* _SUPPLIED MATERIAL_

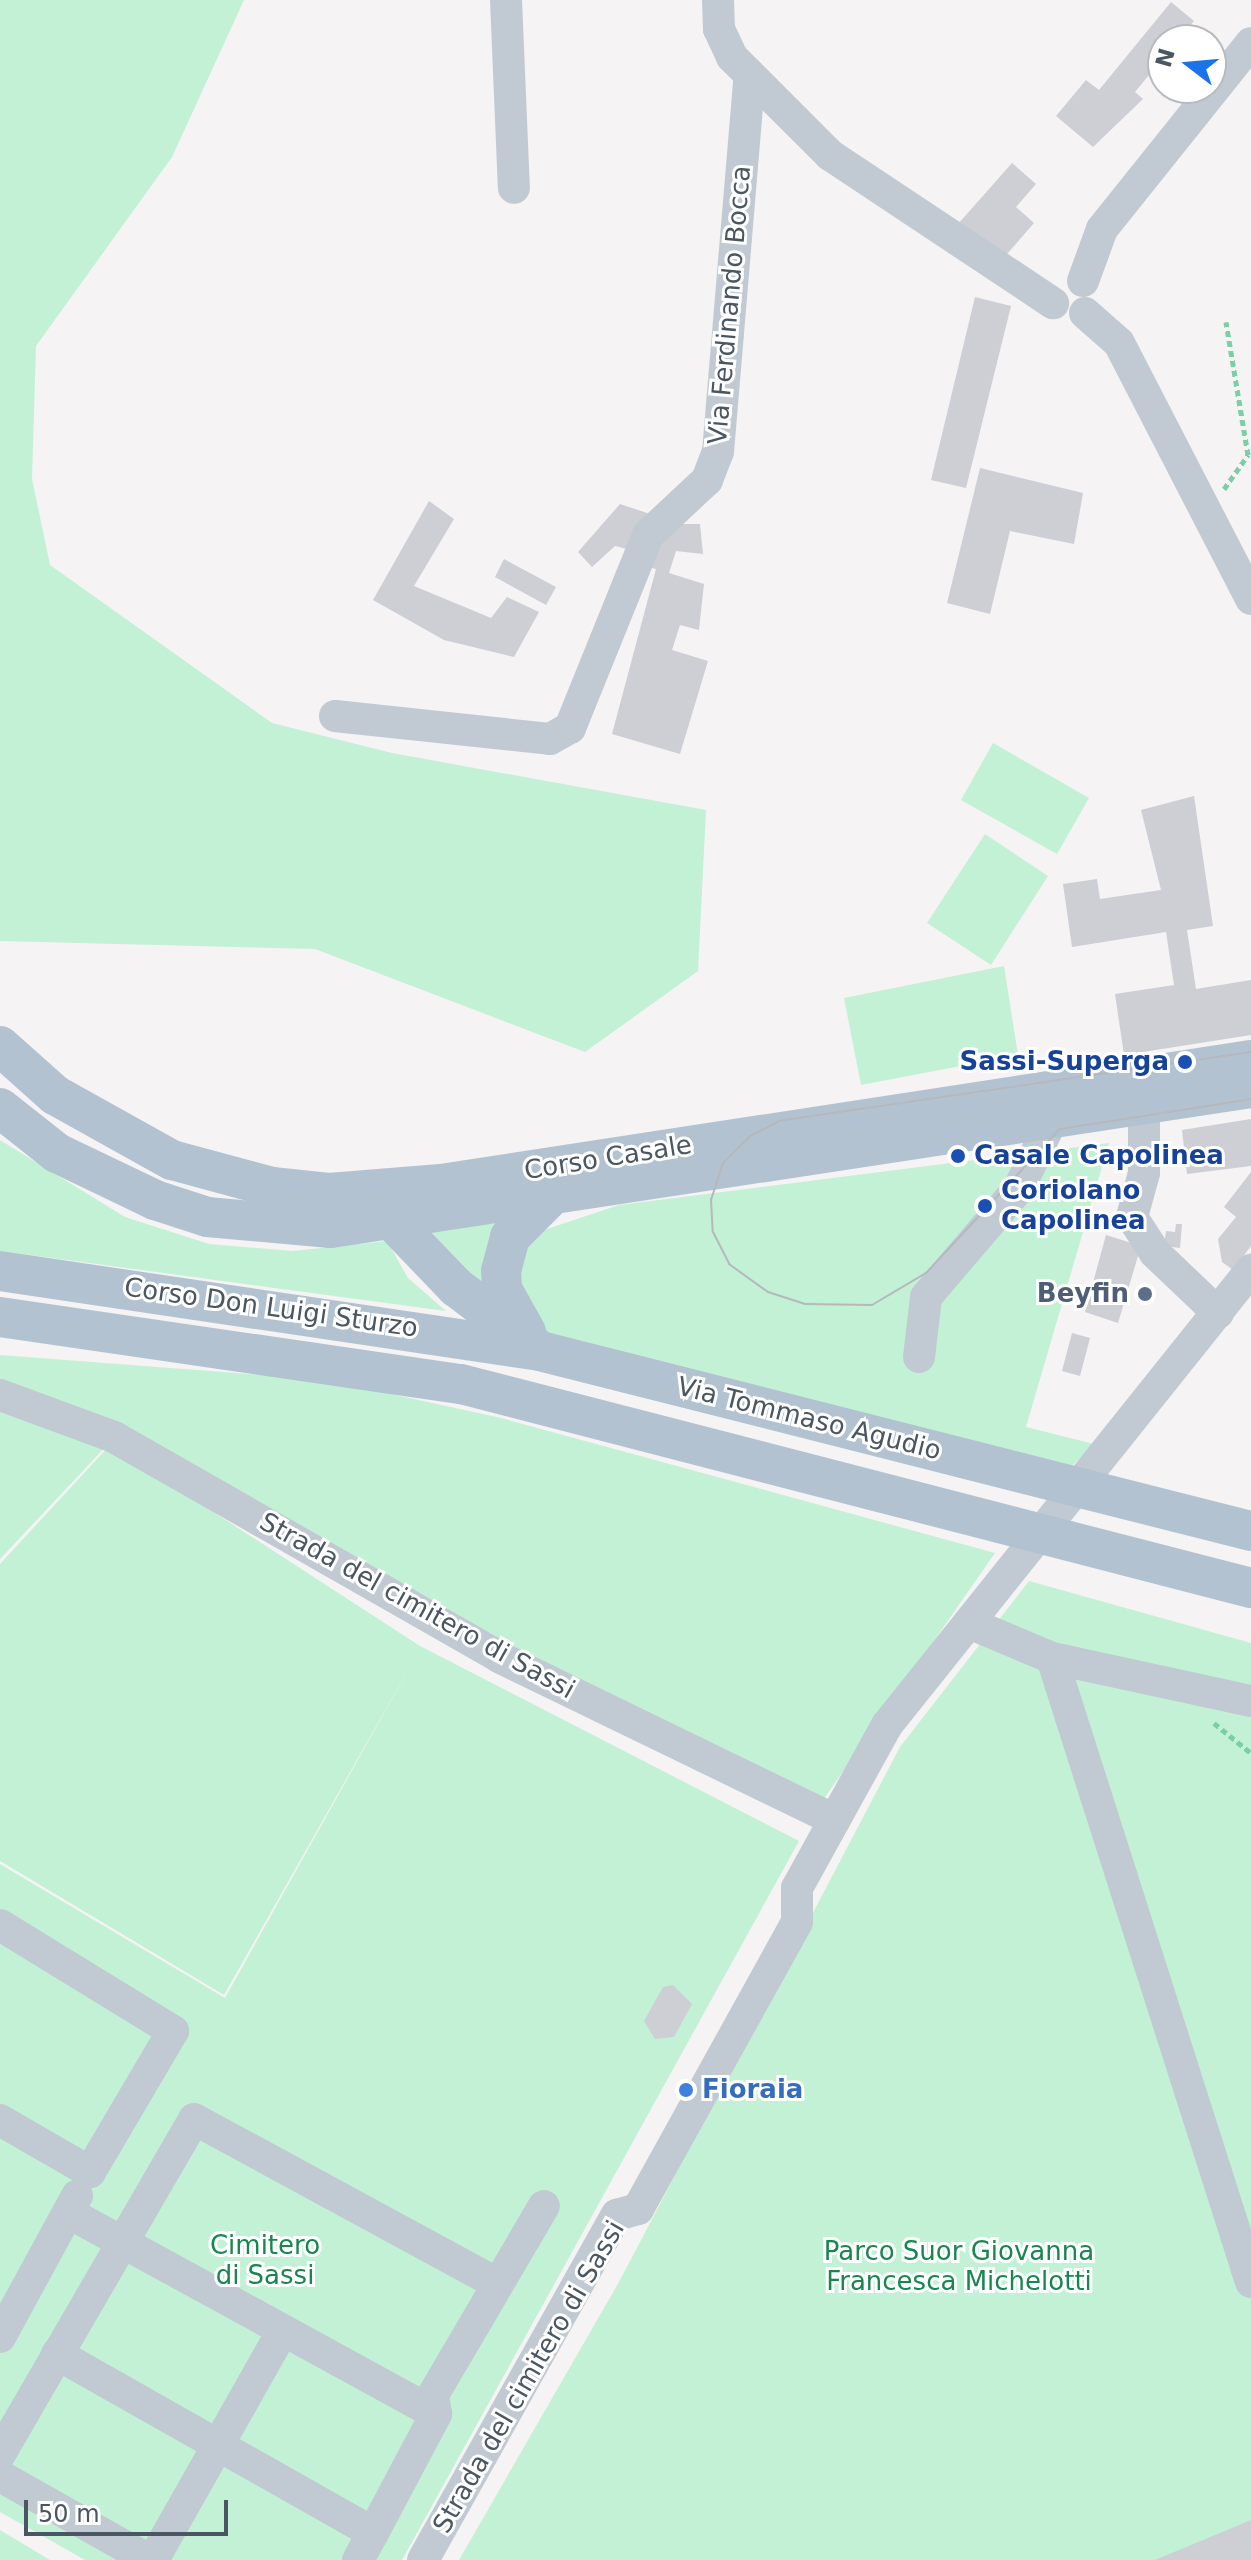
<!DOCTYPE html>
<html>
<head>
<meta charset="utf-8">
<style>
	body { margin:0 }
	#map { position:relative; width:1251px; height:2560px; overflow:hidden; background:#f5f3f3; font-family:"DejaVu Sans",sans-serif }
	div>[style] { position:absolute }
	.green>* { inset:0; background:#c3f1d5 }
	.building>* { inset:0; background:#cdcfd5 }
	.path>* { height:5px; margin-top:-2.5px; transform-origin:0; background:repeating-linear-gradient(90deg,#7ad0a6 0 6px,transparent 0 10px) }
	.minor>* { height:32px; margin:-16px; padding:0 16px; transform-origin:16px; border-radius:16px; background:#c1cad2 }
	.major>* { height:40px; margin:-20px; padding:0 20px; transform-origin:20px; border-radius:20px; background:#b3c2d1 }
	.tram>* { height:2px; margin:-1px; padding:0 1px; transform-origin:1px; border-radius:1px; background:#b5b8bd }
	.dots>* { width:22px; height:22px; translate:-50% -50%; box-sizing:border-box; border:4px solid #fff; border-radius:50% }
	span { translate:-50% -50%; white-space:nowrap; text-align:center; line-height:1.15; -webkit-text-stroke:6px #fff; paint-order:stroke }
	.street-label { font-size:26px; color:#4a5661 }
	.transit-label { font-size:26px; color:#164399; font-weight:700 }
	.right { translate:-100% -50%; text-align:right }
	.left { translate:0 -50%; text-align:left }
	.service-label { font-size:26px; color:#4e5e75; font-weight:700 }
	.shop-label { font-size:26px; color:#366cbe; font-weight:700 }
	.park-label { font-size:26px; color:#17864f }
	.north { position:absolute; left:1147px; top:24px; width:80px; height:80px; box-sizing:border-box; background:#fff; border:2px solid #b7bbc0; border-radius:50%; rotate:286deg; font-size:22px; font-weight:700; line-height:32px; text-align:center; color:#4a5661 }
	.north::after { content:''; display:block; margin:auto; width:28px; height:36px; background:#1a73e8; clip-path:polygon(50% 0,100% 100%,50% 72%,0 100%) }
	.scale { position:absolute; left:24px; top:2500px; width:204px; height:36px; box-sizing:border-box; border:4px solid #4a5661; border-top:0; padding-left:10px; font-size:24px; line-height:28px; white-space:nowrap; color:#4a5661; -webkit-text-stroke:6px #fff; paint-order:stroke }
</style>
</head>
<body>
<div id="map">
	<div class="green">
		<div style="clip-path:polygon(0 0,244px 0,172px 157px,36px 346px,32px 479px,50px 565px,272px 723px,392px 753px,706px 810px,698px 971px,585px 1052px,315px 949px,0 941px)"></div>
		<div style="clip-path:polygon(993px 743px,1089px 798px,1057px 854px,961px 800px)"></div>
		<div style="clip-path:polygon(985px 834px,1048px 876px,991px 965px,927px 923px)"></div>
		<div style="clip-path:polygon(1004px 966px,1018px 1055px,861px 1085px,844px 998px)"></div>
		<div style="clip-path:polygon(0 1140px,125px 1217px,209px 1244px,293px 1251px,387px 1241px,408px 1278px,446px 1311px,0 1251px)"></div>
		<div style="clip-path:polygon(1109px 1143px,1026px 1427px,1094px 1444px,1072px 1466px,551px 1336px,516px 1301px,519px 1256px,538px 1232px,619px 1205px)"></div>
		<div style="clip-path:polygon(508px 1220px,486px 1286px,420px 1231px)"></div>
		<div style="clip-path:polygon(0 1355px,327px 1380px,501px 1418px,995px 1553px,821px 1803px,504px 1653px,112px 1440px,0 1559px)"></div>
		<div style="clip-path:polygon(110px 1445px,420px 1646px,799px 1841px,402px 2560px,85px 2560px,0 2512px,0 1864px,225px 1998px,417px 1654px,224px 1995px,0 1861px,0 1564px)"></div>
		<div style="clip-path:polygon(1029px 1581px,1251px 1643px,1251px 2560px,459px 2560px,619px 2282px,900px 1747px)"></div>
		<div style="clip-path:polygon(0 2530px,50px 2560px,0 2560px)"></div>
	</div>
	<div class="building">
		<div style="clip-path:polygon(1171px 2px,1194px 21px,1178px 40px,1163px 40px,1163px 58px,1135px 92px,1143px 99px,1093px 147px,1056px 116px,1086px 80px,1099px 90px)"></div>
		<div style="clip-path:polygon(1012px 163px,1036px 184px,1016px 207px,1034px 223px,1001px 261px,958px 224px)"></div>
		<div style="clip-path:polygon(975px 297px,1011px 306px,966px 488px,931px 480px)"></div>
		<div style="clip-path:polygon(980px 468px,1083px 493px,1074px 544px,1010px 531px,990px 614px,947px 603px)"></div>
		<div style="clip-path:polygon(429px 501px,454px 519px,414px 586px,491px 618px,507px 597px,539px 612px,514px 657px,444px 640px,373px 600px)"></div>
		<div style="clip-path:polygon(620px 504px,650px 514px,639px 552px,615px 546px,592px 567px,578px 552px)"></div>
		<div style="clip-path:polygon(666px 524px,700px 524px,703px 554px,676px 551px,669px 573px,704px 584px,699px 630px,680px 625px,672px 650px,708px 661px,680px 754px,612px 734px,656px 569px,640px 565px)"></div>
		<div style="clip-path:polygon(504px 559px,556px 587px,546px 605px,495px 577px)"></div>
		<div style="clip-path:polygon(1194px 796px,1213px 926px,1187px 930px,1196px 989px,1251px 980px,1251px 1035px,1124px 1055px,1115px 994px,1174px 985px,1166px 932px,1072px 947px,1063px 884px,1097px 879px,1100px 899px,1161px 890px,1141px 810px)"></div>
		<div style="clip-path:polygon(1251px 1119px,1251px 1166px,1187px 1174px,1182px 1130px)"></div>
		<div style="clip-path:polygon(1251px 1172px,1251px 1246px,1233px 1270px,1222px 1262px,1218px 1239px,1236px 1217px,1224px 1207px)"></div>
		<div style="clip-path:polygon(1176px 1224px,1182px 1224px,1180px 1248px,1164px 1246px,1166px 1231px,1175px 1232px)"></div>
		<div style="clip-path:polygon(1106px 1235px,1141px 1246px,1118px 1323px,1085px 1312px)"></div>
		<div style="clip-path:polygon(1072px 1333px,1090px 1338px,1080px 1376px,1062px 1371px)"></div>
		<div style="clip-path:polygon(673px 1985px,692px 2004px,674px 2037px,655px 2039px,644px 2021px,663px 1987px)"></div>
		<div style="clip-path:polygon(1251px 2520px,1251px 2560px,1155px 2560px)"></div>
	</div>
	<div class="path">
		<div style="left:1224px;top:489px;width:42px;rotate:-54.8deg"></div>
		<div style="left:1248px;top:455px;width:135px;rotate:-99.4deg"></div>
		<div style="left:1214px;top:1723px;width:48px;rotate:39deg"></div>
	</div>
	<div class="minor">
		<div style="left:506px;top:0;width:188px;rotate:87.6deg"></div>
		<div style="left:718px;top:0;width:29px;rotate:88deg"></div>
		<div style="left:719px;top:29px;width:31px;rotate:65deg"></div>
		<div style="left:732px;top:57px;width:139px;rotate:45deg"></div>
		<div style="left:830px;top:155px;width:268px;rotate:33.6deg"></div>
		<div style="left:1083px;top:281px;width:55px;rotate:-69.9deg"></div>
		<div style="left:1102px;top:229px;width:238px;rotate:-51.3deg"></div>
		<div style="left:1085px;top:313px;width:45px;rotate:41.4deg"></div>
		<div style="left:1119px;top:343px;width:288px;rotate:62.7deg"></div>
		<div style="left:335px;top:716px;width:216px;rotate:6.1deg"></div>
		<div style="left:550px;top:739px;width:23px;rotate:-29deg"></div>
		<div style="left:570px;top:728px;width:208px;rotate:-68deg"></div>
		<div style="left:648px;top:535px;width:81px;rotate:-43deg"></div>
		<div style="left:707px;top:480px;width:30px;rotate:-69deg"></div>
		<div style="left:718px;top:452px;width:373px;rotate:-85.2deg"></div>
		<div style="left:1144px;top:1105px;width:68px;rotate:90deg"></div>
		<div style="left:1144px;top:1173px;width:46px;rotate:105.3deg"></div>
		<div style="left:1132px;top:1217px;width:43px;rotate:57.4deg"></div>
		<div style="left:1155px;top:1253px;width:87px;rotate:43.6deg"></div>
		<div style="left:919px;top:1357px;width:60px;rotate:-83.3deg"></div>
		<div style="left:926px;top:1297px;width:143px;rotate:-49.5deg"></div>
		<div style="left:1019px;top:1188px;width:76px;rotate:-64.1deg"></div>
		<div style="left:0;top:1395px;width:121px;rotate:20.2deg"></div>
		<div style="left:114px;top:1437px;width:443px;rotate:29.7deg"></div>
		<div style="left:499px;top:1657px;width:373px;rotate:25.9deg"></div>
		<div style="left:969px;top:1623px;width:90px;rotate:22.9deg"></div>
		<div style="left:1052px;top:1658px;width:204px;rotate:12.2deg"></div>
		<div style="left:1052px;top:1658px;width:655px;rotate:72.31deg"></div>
		<div style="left:0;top:1925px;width:203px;rotate:31.5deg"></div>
		<div style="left:173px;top:2031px;width:164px;rotate:120.5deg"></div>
		<div style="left:90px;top:2172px;width:104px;rotate:-150deg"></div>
		<div style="left:69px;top:2213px;width:418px;rotate:28.7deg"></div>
		<div style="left:0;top:2337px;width:161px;rotate:-61.4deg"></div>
		<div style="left:57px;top:2354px;width:363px;rotate:29.5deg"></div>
		<div style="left:373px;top:2533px;width:135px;rotate:-62.1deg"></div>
		<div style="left:436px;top:2414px;width:19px;rotate:-99deg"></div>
		<div style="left:433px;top:2395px;width:219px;rotate:-59.6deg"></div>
		<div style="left:0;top:2454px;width:387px;rotate:-59.9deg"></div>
		<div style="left:194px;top:2119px;width:344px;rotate:28.5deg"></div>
		<div style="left:0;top:2476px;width:171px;rotate:29.4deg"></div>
		<div style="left:153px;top:2560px;width:264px;rotate:-60.5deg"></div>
		<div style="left:358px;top:2560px;width:31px;rotate:-61deg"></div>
		<div style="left:423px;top:2560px;width:396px;rotate:-60.7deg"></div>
		<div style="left:617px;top:2215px;width:22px;rotate:-16deg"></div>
		<div style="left:638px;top:2209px;width:328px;rotate:-61deg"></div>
		<div style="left:797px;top:1922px;width:34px;rotate:-90deg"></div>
		<div style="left:797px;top:1888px;width:186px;rotate:-61.1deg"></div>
		<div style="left:887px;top:1725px;width:583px;rotate:-51.34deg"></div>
	</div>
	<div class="major">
		<div style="left:0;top:1046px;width:74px;rotate:41.7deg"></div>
		<div style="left:55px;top:1095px;width:134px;rotate:29.1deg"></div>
		<div style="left:172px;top:1160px;width:104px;rotate:15.1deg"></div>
		<div style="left:272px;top:1187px;width:57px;rotate:6deg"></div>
		<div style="left:329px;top:1193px;width:112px;rotate:-4.6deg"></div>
		<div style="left:441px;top:1184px;width:819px;rotate:-8.7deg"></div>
		<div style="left:0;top:1108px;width:73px;rotate:38.3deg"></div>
		<div style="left:57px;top:1153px;width:109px;rotate:25.6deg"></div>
		<div style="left:155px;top:1200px;width:55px;rotate:18.1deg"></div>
		<div style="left:207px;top:1217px;width:124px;rotate:5.1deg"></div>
		<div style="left:331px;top:1228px;width:931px;rotate:-8.65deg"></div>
		<div style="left:380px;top:1208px;width:110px;rotate:46.1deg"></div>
		<div style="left:456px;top:1287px;width:98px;rotate:37.1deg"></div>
		<div style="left:0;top:1271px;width:546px;rotate:8.43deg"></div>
		<div style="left:540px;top:1351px;width:733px;rotate:14.21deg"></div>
		<div style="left:0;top:1317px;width:466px;rotate:8.3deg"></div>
		<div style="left:461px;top:1384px;width:816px;rotate:14.48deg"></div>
		<div style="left:526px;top:1332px;width:49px;rotate:-119.2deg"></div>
		<div style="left:502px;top:1289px;width:18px;rotate:-93deg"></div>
		<div style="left:501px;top:1271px;width:35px;rotate:-75deg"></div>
		<div style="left:510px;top:1237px;width:58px;rotate:-45deg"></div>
	</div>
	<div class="tram">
		<div style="left:1251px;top:1052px;width:477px;rotate:171.7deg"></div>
		<div style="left:779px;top:1121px;width:34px;rotate:152deg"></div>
		<div style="left:749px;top:1137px;width:37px;rotate:135deg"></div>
		<div style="left:723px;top:1163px;width:38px;rotate:108deg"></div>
		<div style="left:711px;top:1199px;width:33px;rotate:87deg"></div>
		<div style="left:713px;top:1232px;width:36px;rotate:63deg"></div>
		<div style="left:729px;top:1264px;width:48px;rotate:35.7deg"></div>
		<div style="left:768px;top:1292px;width:39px;rotate:18deg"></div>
		<div style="left:805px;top:1304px;width:67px;rotate:0.9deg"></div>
		<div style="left:872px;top:1305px;width:63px;rotate:-30.7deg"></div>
		<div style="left:926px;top:1273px;width:197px;rotate:-47.1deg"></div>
		<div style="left:1060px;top:1129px;width:193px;rotate:-8.9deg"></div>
	</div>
	<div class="dots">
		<div style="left:1185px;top:1062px;background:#1a4fb4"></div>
		<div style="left:958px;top:1156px;background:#1a4fb4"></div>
		<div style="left:985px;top:1206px;background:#1a4fb4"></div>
		<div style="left:1145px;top:1294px;background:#5c6f8a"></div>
		<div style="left:686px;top:2090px;background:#3f7fe0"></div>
	</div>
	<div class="street-label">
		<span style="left:730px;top:305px;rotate:-85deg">Via Ferdinando Bocca</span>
		<span style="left:608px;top:1158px;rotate:-9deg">Corso Casale</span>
		<span style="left:271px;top:1308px;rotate:8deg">Corso Don Luigi Sturzo</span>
		<span style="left:809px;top:1419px;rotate:14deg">Via Tommaso Agudio</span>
		<span style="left:417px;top:1606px;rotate:29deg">Strada del cimitero di Sassi</span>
		<span style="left:529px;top:2377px;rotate:-60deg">Strada del cimitero di Sassi</span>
	</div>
	<div class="transit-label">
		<span class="right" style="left:1169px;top:1062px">Sassi-Superga</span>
		<span class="left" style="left:974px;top:1156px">Casale Capolinea</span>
		<span class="left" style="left:1001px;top:1206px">Coriolano<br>Capolinea</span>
	</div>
	<div class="service-label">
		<span class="right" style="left:1129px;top:1294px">Beyfin</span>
	</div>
	<div class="shop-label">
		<span class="left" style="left:702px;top:2090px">Fioraia</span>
	</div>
	<div class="park-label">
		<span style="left:265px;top:2261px">Cimitero<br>di Sassi</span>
		<span style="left:959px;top:2267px">Parco Suor Giovanna<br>Francesca Michelotti</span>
	</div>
	<div class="north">N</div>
	<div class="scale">50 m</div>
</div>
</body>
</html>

* _PROBLEM DESCRIPTION_
Nothing but an exact copy belongs in the answer: the lines from the top of the records through the line containing "height:5px; margin-top:-2.5px; transform-origin:0;", minus the pictures.

* _TASK ANSWER_
<!DOCTYPE html>
<html>
<head>
<meta charset="utf-8">
<style>
	body { margin:0 }
	#map { position:relative; width:1251px; height:2560px; overflow:hidden; background:#f5f3f3; font-family:"DejaVu Sans",sans-serif }
	div>[style] { position:absolute }
	.green>* { inset:0; background:#c3f1d5 }
	.building>* { inset:0; background:#cdcfd5 }
	.path>* { height:5px; margin-top:-2.5px; transform-origin:0; background:repeating-linear-gradient(90deg,#7ad0a6 0 6px,transparent 0 10px) }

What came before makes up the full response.